In April, the department expanded a pilot program to jail immigrants while their cases wind their way through the courts. That effort, begun in Connecticut and expanded to Atlanta and Denver, has drawn criticism from immigration lawyers who say it punishes noncriminals who are simply exercising their right to due process.
Authorities are also experimenting with new ways to track people. In June, Homeland Security began using electronic ankle bracelets in eight cities, including Denver, San Francisco and Portland, Ore. The department launched a limited program under which immigrants out on bail or on parole check in by telephone, with voice-recognition software verifying they are who they say they are and that they are calling from home.
When immigrants do go on the lam, Fugitive Operations agents must pursue "this population that has been out there flouting the law," said Victor Cerda, who oversees detention and removals at Homeland Security's Immigration and Customs Enforcement division.
Agents spend hours building dossiers: staking out homes to determine when best to come knocking, interviewing apartment managers, checking credit reports and loan applications. Some agents rely on ruses to enter people's homes, knowing they are unlikely to be allowed in if they explain their true intentions. It is called "knock and talk."

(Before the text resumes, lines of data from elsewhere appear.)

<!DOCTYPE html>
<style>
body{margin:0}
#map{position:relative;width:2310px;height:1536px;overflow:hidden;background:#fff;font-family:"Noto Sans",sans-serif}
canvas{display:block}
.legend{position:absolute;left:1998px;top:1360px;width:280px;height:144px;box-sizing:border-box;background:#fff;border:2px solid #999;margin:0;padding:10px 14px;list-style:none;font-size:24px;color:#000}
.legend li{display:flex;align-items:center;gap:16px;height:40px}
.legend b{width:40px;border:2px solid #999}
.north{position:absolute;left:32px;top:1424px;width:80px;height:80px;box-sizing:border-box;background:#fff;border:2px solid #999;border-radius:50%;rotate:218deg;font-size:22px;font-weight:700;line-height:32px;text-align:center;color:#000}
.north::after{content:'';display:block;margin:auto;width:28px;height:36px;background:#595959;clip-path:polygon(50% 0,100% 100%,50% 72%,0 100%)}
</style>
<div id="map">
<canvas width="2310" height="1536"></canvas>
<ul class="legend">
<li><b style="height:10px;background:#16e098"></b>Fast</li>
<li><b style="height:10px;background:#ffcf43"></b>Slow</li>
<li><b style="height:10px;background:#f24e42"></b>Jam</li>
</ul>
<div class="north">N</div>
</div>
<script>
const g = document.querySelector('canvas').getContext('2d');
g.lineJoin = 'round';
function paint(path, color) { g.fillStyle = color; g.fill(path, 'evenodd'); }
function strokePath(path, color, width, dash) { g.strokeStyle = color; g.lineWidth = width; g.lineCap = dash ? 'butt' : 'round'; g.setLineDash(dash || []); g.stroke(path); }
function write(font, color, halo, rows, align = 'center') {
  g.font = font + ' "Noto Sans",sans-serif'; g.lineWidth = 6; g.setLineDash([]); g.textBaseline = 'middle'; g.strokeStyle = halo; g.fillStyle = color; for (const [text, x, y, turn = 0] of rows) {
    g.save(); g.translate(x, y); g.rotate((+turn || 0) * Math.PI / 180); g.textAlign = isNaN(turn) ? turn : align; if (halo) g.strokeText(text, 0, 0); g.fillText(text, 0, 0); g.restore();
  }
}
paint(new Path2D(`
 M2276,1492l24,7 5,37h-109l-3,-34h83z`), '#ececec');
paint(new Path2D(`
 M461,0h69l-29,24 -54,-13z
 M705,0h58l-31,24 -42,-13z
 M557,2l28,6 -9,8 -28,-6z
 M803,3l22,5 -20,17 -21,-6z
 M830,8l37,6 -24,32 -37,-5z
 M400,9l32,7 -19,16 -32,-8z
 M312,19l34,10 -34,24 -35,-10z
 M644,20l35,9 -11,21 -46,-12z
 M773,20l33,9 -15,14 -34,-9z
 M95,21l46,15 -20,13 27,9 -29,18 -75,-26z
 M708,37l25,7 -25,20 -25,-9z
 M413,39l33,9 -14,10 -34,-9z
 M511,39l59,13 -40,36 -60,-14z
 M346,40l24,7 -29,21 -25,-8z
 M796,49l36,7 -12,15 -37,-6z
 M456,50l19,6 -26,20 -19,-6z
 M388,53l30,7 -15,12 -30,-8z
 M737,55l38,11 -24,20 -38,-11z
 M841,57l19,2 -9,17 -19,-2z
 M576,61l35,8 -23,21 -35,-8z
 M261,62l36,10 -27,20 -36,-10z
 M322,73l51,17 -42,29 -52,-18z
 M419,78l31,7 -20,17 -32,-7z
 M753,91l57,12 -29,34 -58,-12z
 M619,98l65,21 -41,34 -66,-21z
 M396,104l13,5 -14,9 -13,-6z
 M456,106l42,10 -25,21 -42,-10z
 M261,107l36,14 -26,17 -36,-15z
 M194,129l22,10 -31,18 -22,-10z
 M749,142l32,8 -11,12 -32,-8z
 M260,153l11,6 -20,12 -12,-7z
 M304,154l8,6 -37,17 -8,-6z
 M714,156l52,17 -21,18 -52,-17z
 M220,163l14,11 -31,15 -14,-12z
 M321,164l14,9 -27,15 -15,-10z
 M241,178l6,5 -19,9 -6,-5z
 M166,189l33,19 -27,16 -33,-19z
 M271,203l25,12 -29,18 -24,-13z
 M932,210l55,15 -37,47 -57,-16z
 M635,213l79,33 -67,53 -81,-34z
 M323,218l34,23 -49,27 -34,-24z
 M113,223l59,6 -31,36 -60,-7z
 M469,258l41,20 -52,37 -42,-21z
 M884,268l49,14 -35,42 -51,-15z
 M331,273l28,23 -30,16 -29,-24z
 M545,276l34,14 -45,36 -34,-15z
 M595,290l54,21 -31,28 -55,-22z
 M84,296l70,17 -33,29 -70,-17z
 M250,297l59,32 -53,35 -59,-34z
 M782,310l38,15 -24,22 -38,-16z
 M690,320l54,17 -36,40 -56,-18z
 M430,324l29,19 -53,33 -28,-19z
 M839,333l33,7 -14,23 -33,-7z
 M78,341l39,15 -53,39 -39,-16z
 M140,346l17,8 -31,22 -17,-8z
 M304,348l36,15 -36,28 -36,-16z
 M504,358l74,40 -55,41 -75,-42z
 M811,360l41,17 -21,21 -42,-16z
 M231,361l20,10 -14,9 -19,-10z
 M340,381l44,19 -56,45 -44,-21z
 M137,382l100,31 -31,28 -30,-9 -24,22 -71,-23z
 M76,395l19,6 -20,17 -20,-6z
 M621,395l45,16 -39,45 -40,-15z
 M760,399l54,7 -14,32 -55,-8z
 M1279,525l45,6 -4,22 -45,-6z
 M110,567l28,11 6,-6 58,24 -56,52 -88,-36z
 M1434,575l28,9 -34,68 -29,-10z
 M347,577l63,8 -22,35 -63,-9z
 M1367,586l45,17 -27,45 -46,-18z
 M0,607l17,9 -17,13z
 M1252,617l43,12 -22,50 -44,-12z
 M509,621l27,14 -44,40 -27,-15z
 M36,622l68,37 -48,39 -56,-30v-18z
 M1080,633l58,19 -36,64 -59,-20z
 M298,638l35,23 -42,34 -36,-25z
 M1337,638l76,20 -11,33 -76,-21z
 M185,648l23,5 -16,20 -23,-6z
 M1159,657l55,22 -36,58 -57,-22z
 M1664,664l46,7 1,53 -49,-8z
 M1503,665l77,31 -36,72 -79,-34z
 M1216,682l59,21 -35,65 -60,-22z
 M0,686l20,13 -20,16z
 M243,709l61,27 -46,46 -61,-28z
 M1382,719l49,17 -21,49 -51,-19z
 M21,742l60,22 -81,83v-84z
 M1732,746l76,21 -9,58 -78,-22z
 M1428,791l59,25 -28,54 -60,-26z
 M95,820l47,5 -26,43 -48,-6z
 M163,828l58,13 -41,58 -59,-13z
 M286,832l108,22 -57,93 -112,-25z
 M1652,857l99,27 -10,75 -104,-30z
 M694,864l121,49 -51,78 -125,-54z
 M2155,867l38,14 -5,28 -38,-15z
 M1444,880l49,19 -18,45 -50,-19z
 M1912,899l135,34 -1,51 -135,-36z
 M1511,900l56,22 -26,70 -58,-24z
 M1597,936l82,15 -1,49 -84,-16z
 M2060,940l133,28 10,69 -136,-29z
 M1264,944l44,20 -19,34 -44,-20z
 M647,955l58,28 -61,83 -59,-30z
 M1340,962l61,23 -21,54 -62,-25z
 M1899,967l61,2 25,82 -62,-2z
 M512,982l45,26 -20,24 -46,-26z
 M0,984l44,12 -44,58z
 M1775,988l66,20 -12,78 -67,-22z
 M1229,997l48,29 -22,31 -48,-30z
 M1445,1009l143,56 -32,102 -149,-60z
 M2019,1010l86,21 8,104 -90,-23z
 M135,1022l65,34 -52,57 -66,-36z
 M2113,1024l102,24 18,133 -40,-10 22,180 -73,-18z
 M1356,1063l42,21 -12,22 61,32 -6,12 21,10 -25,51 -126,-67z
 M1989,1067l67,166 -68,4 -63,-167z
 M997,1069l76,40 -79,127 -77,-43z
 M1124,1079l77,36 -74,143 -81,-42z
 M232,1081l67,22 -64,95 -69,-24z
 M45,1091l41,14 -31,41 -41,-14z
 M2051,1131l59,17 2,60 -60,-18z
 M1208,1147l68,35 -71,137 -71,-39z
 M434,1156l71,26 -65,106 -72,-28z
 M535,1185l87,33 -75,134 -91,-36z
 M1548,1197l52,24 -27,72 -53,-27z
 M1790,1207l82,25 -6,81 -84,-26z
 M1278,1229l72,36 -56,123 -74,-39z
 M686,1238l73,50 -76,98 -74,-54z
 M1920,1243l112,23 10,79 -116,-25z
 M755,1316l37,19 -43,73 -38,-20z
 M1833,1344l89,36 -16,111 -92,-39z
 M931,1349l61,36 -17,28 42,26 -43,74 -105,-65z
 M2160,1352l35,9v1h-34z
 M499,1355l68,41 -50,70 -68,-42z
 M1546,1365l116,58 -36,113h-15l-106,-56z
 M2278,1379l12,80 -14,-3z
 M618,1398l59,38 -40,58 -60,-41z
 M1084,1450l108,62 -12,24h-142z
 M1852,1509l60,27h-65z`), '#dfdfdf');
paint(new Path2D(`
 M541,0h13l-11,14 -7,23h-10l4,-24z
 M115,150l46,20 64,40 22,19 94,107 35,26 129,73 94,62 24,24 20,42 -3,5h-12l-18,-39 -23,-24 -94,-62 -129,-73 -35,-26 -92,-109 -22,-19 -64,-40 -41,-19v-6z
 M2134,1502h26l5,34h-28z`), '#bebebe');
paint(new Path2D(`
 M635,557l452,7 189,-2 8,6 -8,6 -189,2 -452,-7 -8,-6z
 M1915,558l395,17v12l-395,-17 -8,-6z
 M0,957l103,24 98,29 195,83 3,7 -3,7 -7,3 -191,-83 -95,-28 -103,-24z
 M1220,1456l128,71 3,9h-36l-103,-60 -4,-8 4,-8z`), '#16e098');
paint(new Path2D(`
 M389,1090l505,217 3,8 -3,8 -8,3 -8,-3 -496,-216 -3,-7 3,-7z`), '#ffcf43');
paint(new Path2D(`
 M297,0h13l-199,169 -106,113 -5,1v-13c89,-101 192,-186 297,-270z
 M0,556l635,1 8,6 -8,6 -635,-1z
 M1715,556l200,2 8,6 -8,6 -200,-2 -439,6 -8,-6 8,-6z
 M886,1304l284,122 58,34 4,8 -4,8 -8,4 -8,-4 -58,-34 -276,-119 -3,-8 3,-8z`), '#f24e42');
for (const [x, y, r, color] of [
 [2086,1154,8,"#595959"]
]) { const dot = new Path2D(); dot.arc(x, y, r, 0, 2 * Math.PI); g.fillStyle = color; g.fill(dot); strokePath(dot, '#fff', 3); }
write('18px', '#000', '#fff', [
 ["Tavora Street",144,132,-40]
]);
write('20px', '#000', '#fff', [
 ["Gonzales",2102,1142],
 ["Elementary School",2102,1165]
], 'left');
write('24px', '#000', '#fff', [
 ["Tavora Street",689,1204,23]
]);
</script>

Homeland Security's $4 billion spending plan for fiscal 2005 seeks $69 million for Fugitive Operations, a fourfold increase from the $17 million this fiscal year. The department wants to expand the number of squads, each typically with five members, from 18 to 48 nationally. Homeland Security officials said that, as a matter of policy, they do not reveal where those squads are stationed.

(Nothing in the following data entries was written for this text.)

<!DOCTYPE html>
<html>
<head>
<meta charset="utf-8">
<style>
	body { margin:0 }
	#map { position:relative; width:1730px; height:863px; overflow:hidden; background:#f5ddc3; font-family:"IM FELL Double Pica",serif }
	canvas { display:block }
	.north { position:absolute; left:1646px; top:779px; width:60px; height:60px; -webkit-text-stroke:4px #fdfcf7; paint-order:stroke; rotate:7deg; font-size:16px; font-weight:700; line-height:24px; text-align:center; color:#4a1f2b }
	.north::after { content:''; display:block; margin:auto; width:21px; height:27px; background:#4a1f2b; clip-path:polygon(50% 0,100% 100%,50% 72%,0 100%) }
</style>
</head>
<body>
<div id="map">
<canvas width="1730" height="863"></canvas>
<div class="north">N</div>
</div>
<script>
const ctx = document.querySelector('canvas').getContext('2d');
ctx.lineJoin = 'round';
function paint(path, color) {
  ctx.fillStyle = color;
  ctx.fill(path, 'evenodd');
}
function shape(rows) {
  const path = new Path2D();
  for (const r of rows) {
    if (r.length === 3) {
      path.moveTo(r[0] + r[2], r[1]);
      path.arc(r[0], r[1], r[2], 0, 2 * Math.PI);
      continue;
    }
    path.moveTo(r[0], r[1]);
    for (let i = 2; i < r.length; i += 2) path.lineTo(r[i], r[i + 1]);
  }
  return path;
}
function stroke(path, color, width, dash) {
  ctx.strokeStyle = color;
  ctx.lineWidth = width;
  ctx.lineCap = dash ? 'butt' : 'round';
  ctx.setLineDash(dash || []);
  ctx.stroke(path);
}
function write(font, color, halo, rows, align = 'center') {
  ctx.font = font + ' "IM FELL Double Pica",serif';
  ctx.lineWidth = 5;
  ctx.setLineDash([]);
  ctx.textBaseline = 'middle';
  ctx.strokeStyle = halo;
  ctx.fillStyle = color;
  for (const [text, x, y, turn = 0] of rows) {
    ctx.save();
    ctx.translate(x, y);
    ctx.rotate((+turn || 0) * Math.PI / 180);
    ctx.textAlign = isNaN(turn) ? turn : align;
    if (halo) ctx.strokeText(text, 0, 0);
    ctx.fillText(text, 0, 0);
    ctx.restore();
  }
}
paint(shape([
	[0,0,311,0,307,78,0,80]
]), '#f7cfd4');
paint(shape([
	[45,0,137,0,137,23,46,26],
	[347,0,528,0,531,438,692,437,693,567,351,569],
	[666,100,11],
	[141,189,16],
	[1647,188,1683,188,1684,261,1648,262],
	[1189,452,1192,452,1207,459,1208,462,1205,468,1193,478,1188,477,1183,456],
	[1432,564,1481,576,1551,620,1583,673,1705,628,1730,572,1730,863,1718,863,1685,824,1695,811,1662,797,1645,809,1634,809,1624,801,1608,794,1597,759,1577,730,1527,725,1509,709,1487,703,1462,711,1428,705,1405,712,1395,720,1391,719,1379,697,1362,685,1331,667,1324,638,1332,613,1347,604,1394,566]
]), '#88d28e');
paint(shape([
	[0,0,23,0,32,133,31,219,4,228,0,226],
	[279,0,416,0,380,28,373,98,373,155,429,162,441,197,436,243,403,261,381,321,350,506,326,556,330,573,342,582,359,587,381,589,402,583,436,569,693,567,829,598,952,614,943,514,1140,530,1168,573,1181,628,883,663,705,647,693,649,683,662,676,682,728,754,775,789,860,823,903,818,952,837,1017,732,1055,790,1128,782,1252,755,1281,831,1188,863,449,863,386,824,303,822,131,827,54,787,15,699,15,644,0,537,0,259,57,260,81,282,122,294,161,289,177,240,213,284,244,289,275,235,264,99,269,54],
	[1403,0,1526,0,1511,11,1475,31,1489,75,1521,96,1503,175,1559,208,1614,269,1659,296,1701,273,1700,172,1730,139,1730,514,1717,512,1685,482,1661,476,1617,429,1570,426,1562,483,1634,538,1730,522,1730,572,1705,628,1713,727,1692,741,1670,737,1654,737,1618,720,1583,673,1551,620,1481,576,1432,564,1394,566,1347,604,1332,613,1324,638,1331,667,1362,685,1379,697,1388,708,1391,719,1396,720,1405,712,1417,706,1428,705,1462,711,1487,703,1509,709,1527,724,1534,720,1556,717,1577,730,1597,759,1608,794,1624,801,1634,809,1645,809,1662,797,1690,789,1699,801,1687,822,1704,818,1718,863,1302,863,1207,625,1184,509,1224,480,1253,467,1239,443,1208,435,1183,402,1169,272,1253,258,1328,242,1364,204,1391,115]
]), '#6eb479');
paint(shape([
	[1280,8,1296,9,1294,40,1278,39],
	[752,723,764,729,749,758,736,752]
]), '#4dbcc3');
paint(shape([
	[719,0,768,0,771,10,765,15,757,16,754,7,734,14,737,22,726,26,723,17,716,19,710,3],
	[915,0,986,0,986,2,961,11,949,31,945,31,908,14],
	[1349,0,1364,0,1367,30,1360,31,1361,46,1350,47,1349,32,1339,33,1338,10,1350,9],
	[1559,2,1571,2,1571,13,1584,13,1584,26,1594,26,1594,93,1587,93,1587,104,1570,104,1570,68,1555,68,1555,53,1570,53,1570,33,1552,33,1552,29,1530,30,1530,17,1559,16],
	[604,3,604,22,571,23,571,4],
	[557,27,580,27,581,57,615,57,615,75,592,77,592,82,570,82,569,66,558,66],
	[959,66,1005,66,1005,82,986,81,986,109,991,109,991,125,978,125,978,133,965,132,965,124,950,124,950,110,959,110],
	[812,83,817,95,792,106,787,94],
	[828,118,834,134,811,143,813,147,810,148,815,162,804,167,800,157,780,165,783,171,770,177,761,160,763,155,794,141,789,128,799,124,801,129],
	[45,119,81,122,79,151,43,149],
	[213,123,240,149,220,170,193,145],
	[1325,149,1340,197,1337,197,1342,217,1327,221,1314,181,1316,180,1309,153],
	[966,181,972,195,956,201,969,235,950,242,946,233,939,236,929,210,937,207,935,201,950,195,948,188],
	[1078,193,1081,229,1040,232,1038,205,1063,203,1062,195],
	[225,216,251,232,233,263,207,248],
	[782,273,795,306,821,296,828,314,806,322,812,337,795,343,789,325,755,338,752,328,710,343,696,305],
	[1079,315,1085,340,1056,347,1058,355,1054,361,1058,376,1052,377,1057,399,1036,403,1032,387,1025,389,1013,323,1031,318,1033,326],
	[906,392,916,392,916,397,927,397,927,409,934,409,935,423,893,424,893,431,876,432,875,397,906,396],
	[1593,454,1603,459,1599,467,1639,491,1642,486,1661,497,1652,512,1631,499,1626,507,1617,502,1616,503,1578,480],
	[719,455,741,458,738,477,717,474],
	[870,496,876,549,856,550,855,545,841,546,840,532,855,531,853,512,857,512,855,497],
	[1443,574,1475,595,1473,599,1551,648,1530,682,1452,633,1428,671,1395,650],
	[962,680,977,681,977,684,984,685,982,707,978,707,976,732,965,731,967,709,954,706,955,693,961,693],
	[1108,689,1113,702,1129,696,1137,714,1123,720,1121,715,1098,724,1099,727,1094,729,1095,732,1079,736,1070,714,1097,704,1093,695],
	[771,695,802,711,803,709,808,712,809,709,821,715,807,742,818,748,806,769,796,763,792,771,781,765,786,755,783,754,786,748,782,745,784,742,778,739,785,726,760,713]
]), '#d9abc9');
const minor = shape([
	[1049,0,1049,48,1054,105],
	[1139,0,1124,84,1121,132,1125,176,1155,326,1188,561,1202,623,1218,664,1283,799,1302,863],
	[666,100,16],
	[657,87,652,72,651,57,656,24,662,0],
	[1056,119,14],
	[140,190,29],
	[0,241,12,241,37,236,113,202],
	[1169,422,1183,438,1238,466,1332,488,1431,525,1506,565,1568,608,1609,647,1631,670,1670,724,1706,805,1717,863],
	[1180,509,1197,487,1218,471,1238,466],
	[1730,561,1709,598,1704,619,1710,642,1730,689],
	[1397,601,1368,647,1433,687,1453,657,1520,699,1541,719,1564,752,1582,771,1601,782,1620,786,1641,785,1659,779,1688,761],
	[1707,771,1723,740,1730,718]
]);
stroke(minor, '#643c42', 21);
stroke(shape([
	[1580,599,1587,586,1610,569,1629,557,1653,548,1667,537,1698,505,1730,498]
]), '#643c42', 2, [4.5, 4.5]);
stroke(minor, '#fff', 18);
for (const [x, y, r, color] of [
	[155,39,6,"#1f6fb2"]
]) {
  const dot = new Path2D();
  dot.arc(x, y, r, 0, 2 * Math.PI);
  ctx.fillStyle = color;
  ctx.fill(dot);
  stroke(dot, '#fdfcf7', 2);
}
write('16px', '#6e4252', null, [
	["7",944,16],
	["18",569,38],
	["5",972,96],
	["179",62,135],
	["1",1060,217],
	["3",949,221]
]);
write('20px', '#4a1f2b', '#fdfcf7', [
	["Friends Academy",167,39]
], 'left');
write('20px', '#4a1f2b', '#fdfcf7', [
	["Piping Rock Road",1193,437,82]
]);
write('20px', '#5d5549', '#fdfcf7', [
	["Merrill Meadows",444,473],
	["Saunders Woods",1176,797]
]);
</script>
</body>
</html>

Agents used to track the freshest cases first, figuring they would be easiest to find, said Doris Meissner, President Bill Clinton's top immigration official.
"I think it is, by and large, a losing battle to go out and try to find people," said Meissner, now senior fellow at the Migration Policy Institute in Washington.
The top priority has become getting felons -- not those with simple immigration law violations.
Homeland Security officials say felons account for 47 percent of the fugitives removed this year, short of their goal of 70 percent. About 11 percent of apprehended fugitives have committed sex offenses or other violent crimes, and about 15 percent were drug offenders.
Some critics say the government relies too much on enforcement instead of addressing the fundamental reasons immigrants come. In some cases, the critics say, the government is stoking anti-immigrant sentiment.
"By trying to characterize undocumented immigrants as criminals, it makes it easier to scapegoat them," said Gail Pendleton, associate director of an immigration project at the National Lawyer's Guild.
Jaime Garcia Zuniga, 23, is the kind of criminal Homeland Security wants to deport. The Mexican, who has been convicted of fighting in public and of having sex with a minor, was perhaps the biggest catch for the San Diego agents that evening.
While agents were chatting with someone who answered the door, Garcia removed a screen and sneaked out through the window of his first-floor apartment.
"We've got a runner!" one agent shouted.
Agents cornered Garcia in an alley, where he surrendered.
The agents returned to their cars, still catching their breath -- one down, more than 400,000 to go.